**ASSIGNED TASK:** Filter these entries, keeping only lines that hold the word "East".

[Collected data]

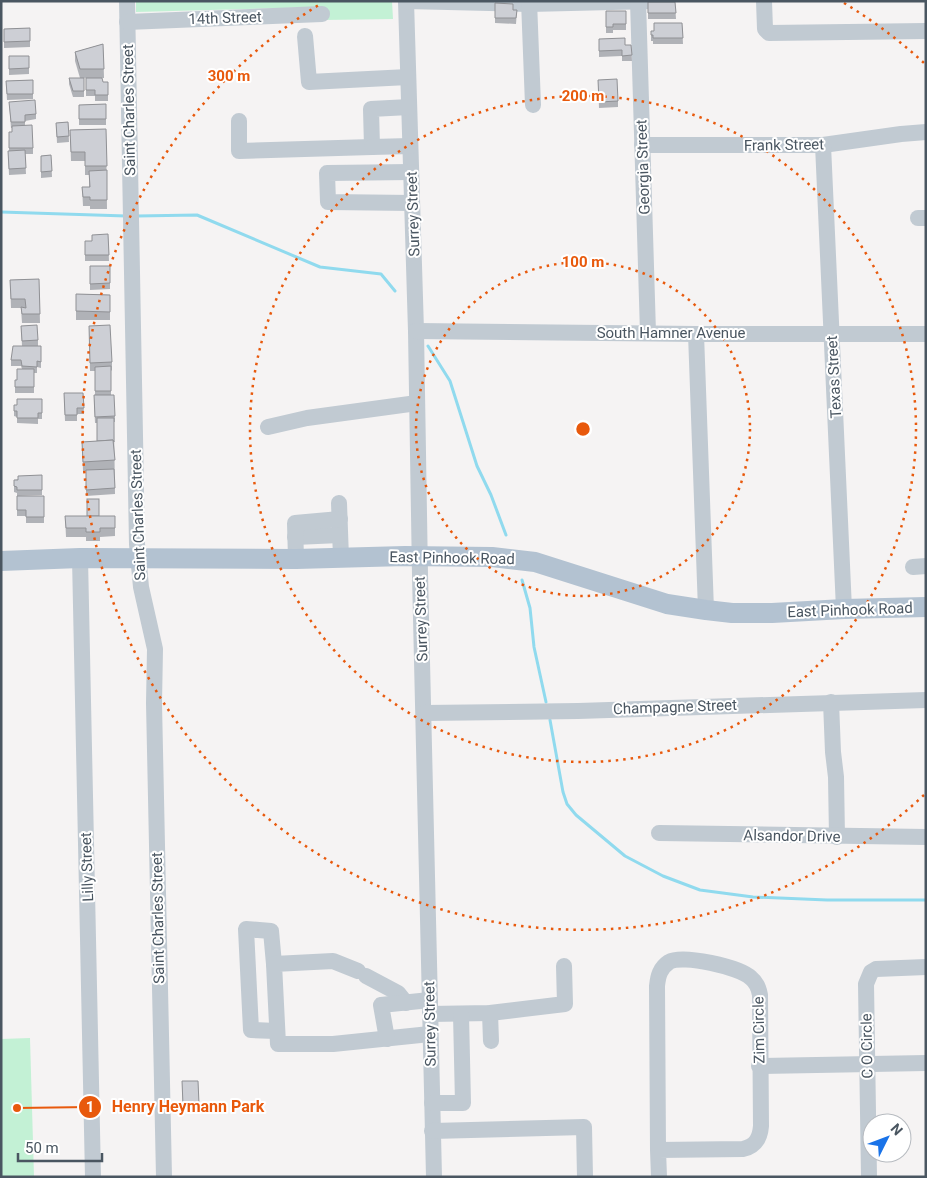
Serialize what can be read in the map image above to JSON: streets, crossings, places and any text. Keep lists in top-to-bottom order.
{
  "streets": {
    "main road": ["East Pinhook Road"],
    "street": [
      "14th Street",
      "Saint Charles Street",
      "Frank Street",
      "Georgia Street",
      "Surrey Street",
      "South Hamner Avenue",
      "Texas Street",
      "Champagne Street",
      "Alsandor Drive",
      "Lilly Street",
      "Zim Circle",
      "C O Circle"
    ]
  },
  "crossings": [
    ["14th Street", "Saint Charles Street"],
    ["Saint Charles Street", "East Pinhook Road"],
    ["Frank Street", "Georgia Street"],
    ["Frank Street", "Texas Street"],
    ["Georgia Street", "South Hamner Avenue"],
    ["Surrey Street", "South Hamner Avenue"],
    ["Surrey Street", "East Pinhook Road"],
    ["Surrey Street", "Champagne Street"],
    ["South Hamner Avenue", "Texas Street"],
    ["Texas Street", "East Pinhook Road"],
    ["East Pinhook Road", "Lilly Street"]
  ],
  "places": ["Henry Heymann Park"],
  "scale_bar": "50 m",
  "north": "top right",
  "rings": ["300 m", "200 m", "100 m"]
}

**FINAL ANSWER:**
    "main road": ["East Pinhook Road"],
    ["Saint Charles Street", "East Pinhook Road"],
    ["Surrey Street", "East Pinhook Road"],
    ["Texas Street", "East Pinhook Road"],
    ["East Pinhook Road", "Lilly Street"]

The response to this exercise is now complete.